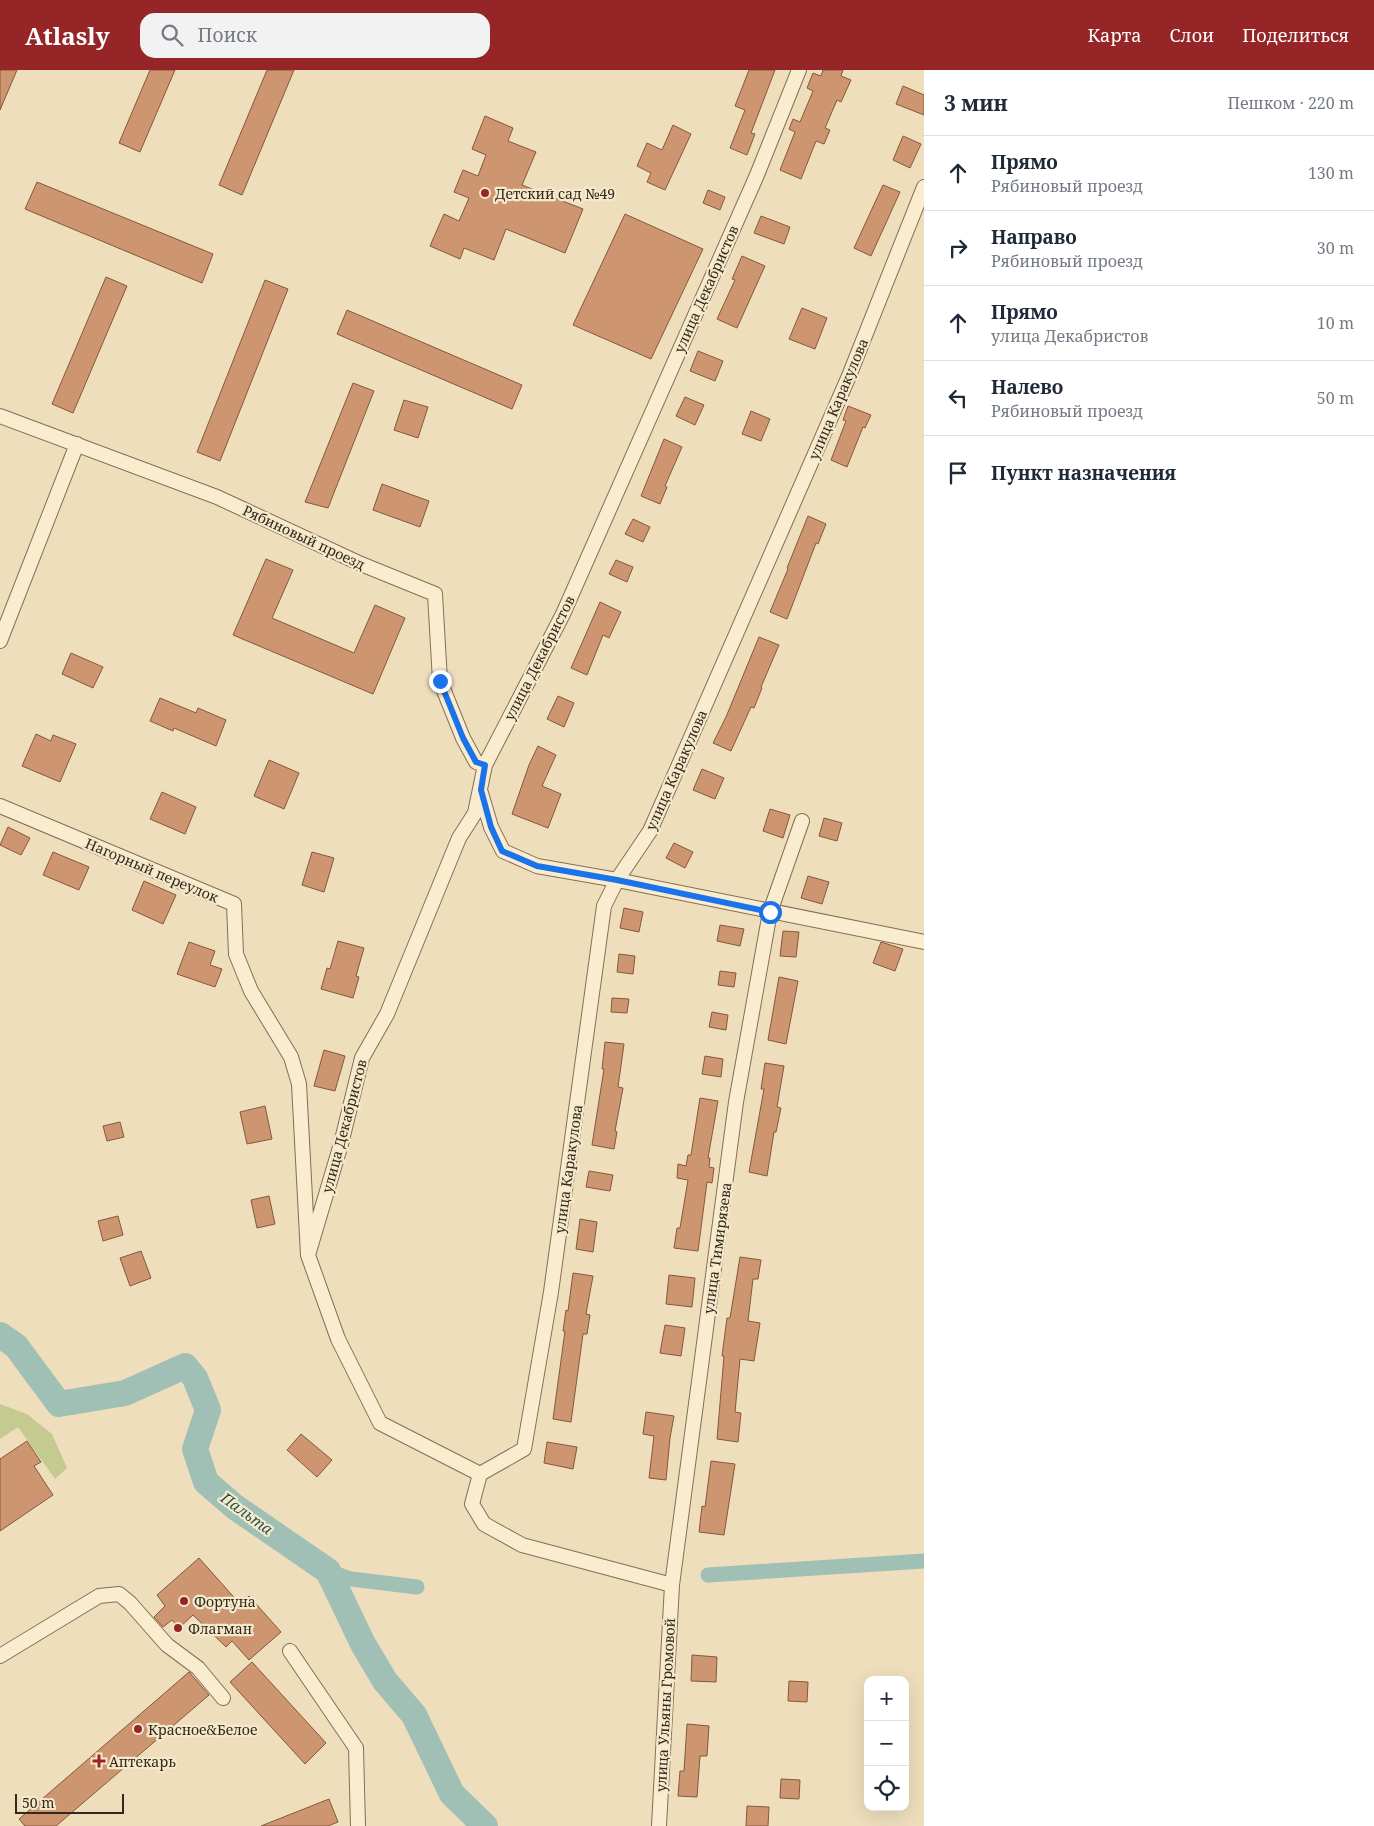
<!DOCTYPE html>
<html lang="ru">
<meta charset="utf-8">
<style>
body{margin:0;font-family:"Noto Serif",serif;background:#f2f2f3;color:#1f2937}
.controls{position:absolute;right:15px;bottom:15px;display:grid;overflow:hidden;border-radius:10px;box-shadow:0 5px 20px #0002}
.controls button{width:45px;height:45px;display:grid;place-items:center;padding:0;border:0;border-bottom:1px solid #e0e1e3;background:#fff;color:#1f2937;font:25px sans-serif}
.scale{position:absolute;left:15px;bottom:12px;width:109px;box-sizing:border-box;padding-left:5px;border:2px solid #34271b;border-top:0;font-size:14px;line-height:18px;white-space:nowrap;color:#34271b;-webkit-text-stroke:4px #f5e9cb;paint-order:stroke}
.stop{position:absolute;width:15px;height:15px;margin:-11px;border:4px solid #1a73e8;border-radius:50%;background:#fff}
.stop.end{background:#1a73e8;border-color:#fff;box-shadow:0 1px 5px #0008}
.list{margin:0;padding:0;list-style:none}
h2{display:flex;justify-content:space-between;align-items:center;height:65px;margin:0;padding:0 20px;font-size:21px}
h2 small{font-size:16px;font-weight:400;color:#747a83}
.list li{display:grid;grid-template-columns:32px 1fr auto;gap:15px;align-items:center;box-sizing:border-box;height:75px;padding:0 20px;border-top:1px solid #e0e1e3}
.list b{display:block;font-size:19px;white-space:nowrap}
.list p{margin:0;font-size:16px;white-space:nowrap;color:#747a83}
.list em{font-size:16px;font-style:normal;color:#747a83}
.icon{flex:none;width:28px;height:28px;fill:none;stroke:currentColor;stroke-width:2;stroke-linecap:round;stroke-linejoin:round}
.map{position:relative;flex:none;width:924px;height:1756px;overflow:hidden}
header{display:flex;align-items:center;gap:30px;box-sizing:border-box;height:70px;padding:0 25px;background:#952527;color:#fff}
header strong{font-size:24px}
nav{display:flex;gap:28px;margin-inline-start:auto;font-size:18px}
.search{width:350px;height:45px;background:#f2f2f3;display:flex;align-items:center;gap:12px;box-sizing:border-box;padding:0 18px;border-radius:15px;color:#747a83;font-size:19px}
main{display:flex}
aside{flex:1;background:#fff}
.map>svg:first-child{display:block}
.green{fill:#c5cb90}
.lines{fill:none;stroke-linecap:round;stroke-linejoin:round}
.canal{stroke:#a0bfb5;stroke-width:15}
.river{stroke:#a0bfb5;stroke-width:26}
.building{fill:#cd9671;stroke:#84583b}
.minor-casing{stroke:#856e55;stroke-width:16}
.minor{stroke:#f9eccf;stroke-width:14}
.route{stroke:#1a73e8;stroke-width:6}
.poi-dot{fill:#952527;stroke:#f5e9cb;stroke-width:2}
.labels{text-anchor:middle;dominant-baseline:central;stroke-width:4.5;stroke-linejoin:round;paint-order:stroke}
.poi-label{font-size:14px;fill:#34271b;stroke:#f5e9cb;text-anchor:start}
.street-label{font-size:14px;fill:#34271b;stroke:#f5e9cb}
.water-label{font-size:15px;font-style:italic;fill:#295451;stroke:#f5e9cb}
</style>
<header>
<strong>Atlasly</strong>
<div class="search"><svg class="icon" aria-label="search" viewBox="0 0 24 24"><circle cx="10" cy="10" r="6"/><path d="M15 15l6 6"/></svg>Поиск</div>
<nav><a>Карта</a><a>Слои</a><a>Поделиться</a></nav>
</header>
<main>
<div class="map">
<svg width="924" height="1756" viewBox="0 0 924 1756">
<rect width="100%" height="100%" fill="#eedebc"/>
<path class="green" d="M0,1334L27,1344L52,1364L67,1398L55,1409L18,1357L0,1369Z"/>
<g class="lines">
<path class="canal" d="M328,1501L351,1509L417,1517
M708,1505L924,1491"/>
<path class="river" d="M0,1265L16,1276L59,1334L125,1323L185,1296L195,1308L208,1340L195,1379L206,1412L235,1437L328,1501L363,1574L385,1611L414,1645L452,1724L485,1756"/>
</g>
<path class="building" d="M0,0H17L0,40Z
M150,0H175L140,82L119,73Z
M267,0H294L242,125L219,115Z
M749,0H775L751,63L755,64L747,85L730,78L745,40L735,36Z
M823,0H843L841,6L851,10L841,32L837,30L825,58L830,60L824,74L816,71L801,109L780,100L795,62L789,59L793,49L800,52L813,21L807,18L813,3L821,6Z
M903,16L924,25V45L896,34Z
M485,46L513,58L508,71L536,82L522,115L583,139L565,183L506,159L494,190L464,178L460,189L430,176L444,144L459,151L469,128L454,122L463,100L478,106L486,85L472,79Z
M673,55L691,64L665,120L647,112L651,103L637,96L647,73L662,80Z
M903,66L921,74L910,98L893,90Z
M37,112L213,184L202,213L25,139Z
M883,115L900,122L871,186L854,178Z
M708,120L725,127L720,140L703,133Z
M625,144L703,179L651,289L573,255Z
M761,146L790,157L784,174L754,163Z
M742,186L765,196L737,258L717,249L735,210L732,209Z
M106,207L127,216L73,343L52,334Z
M265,210L288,219L220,391L197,382Z
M802,238L827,248L815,279L789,269Z
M347,240L522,315L512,339L337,264Z
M698,281L723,291L715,311L690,301Z
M353,313L374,321L328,438L305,432Z
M685,327L704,335L695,355L676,346Z
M404,330L428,337L418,368L394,360Z
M848,336L871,345L865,358L863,357L847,397L831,390L846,351L843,350Z
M751,341L770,349L761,371L742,364Z
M664,369L682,377L665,416L667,417L660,434L641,426Z
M382,414L429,431L420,457L373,440Z
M808,446L826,454L818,474L816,473L787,549L770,542L788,499L787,498Z
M633,449L650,457L643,472L625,464Z
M266,489L293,500L272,548L354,583L375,535L405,548L373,624L233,565Z
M616,490L633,497L627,512L609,504Z
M600,532L621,542L609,568L603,565L587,605L571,598Z
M759,567L779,575L761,617L762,618L754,638L751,637L731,681L713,673L726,647Z
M71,583L103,597L93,618L62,604Z
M558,626L574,633L564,657L547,649Z
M160,628L196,643L198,638L226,650L216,676L174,658L173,661L150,651Z
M36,664L51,671L53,665L76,674L60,712L22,696Z
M538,676L556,685L542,716L561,724L548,758L512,744L529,695Z
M269,690L299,703L284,739L254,726Z
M702,699L724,708L715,729L693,720Z
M162,722L196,737L185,764L150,749Z
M770,739L790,745L783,768L763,761Z
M824,748L842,753L837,771L819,766Z
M8,757L30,768L21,785L0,775Z
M674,773L693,782L685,798L666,788Z
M53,782L89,797L79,820L43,805Z
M312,782L334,788L324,822L302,815Z
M808,806L829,812L822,834L801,828Z
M144,811L176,825L163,854L132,840Z
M624,838L643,842L639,862L620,858Z
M720,855L744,859L740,876L717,871Z
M783,861L799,862L796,887L780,886Z
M338,871L364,878L356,906L359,907L353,928L321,919L327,898L330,899Z
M189,872L215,881L210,895L222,899L215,917L177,904Z
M881,872L903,879L895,901L873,893Z
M619,884L635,886L633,904L617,902Z
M720,901L736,903L734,917L718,915Z
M779,907L798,911L786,974L768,970Z
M612,928L629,929L627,943L611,942Z
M712,942L728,945L726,960L709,957Z
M605,972L624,974L618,1017L623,1018L615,1061L617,1062L614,1079L592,1075L604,999H602Z
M324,980L345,986L335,1021L314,1016Z
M705,986L723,989L721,1007L702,1004Z
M765,993L784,996L777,1037L781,1038L776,1062H774L767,1106L749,1102L764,1019H761Z
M700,1028L718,1031L708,1088H710L709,1097L714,1098L712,1113L707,1112L698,1181L674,1178L677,1158H680L688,1110L677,1108L678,1094L686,1096L688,1085H691Z
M265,1036L272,1069L247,1074L240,1042Z
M120,1052L124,1067L107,1071L103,1056Z
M589,1101L613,1105L610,1121L586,1117Z
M269,1126L275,1154L257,1158L251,1130Z
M118,1146L123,1165L103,1171L98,1151Z
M580,1149L597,1152L593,1182L576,1179Z
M141,1181L151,1208L130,1216L120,1188Z
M740,1187L761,1190L758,1209H753L748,1251L760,1253L754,1291L740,1289L735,1342L741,1343L738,1372L717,1369L724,1286H722L727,1248H730Z
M573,1203L593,1206L586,1244L590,1245L587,1264H583L571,1352L553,1349L565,1261H563L566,1240L568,1241Z
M669,1205L695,1208L692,1237L666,1234Z
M665,1255L685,1258L681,1286L660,1283Z
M646,1342L674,1346L670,1368L666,1410L649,1408L654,1366L643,1364Z
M301,1364L332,1390L317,1407L287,1380Z
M27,1371L41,1392L34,1396L53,1425L0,1461V1389Z
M547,1372L577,1377L573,1399L544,1393Z
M711,1391L735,1394L724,1465L699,1462L702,1436L705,1437Z
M199,1488L240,1534L249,1526L281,1562L249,1590L232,1571L226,1577L193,1545L179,1558L172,1550L163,1557L154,1547L165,1536L157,1525Z
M692,1585L717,1587L716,1612L691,1611Z
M252,1592L326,1673L305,1694L230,1612Z
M189,1602L209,1625L56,1756H25L19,1749Z
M789,1611L808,1612L807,1632L788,1631Z
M687,1654L709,1656L707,1686H700L697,1727L678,1726L680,1701H684Z
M781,1709L800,1710L799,1729L780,1728Z
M329,1729L338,1752L328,1756H261Z
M747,1736L769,1737L768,1756H746Z"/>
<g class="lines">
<defs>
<path id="minor" d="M0,346L217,427L361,494L435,524L440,611L463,668L476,692L485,695
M0,571L77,374
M481,723L491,757L503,781L537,796L617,810L924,872
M0,736L234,834L236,884L251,921L291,987L299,1014L308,1185L338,1269L380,1353L480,1404L472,1434L484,1454L522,1475L672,1515
M308,1185L341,1074L362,988L387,944L459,768L475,743L485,695L563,544L757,105L799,0
M480,1404L524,1379L551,1222L604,836L617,810L650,761L849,306L924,117
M290,1581L356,1678L358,1756
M0,1586L99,1526L119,1524L130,1533L167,1575L198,1598L223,1628
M659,1756L672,1515L736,1032L770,842L802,751"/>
</defs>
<use href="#minor" class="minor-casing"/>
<use href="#minor" class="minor"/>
</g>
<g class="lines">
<path class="route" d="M440,611L463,668L476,692L485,695L481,720L491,757L502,781L537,796L617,810L770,842"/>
</g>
<g class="poi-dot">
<circle cx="485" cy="123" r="5"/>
<circle cx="184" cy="1531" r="5"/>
<circle cx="178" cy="1558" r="5"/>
<circle cx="138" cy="1659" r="5"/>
<path d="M96.5 1683.5h5v5h5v5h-5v5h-5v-5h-5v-5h5z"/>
</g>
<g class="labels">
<g class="poi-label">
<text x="495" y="123">Детский сад №49</text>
<text x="194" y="1531">Фортуна</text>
<text x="188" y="1558">Флагман</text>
<text x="148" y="1659">Красное&amp;Белое</text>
<text x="109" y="1691">Аптекарь</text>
</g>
<g class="street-label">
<text transform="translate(706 219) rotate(-66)">улица Декабристов</text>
<text transform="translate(838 329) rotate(-67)">улица Каракулова</text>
<text transform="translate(304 467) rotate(25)">Рябиновый проезд</text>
<text transform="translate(539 588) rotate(-63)">улица Декабристов</text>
<text transform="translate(676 700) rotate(-66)">улица Каракулова</text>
<text transform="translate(152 800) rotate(23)">Нагорный переулок</text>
<text transform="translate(344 1056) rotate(-75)">улица Декабристов</text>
<text transform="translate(568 1099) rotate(-82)">улица Каракулова</text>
<text transform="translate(717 1178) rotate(-82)">улица Тимирязева</text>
<text transform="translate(665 1635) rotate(-87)">улица Ульяны Громовой</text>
</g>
<g class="water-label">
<text transform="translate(247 1443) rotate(36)">Пальта</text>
</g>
</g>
</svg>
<div class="controls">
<button>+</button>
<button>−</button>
<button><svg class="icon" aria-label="locate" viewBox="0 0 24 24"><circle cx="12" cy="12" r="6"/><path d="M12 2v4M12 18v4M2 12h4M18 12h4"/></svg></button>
</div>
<div class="scale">50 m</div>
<div class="stop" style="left:770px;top:842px"></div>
<div class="stop end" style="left:440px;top:611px"></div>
</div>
<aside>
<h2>3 мин<small>Пешком · 220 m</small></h2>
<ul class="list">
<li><svg class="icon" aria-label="ahead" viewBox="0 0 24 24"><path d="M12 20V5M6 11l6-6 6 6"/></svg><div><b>Прямо</b><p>Рябиновый проезд</p></div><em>130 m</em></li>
<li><svg class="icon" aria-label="right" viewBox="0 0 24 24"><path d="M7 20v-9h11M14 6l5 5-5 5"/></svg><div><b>Направо</b><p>Рябиновый проезд</p></div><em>30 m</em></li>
<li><svg class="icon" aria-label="ahead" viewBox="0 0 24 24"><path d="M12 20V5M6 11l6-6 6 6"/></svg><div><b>Прямо</b><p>улица Декабристов</p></div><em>10 m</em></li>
<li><svg class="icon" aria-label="left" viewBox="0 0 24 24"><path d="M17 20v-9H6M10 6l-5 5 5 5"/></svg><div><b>Налево</b><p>Рябиновый проезд</p></div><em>50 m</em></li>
<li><svg class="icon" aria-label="arrive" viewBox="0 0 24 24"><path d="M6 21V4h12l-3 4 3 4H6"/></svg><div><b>Пункт назначения</b></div></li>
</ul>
</aside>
</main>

######

> **Exercise directions**
Among the records above, find each line containing the string "nowrap" and copy it.

> **Written reply**
.scale{position:absolute;left:15px;bottom:12px;width:109px;box-sizing:border-box;padding-left:5px;border:2px solid #34271b;border-top:0;font-size:14px;line-height:18px;white-space:nowrap;color:#34271b;-webkit-text-stroke:4px #f5e9cb;paint-order:stroke}
.list b{display:block;font-size:19px;white-space:nowrap}
.list p{margin:0;font-size:16px;white-space:nowrap;color:#747a83}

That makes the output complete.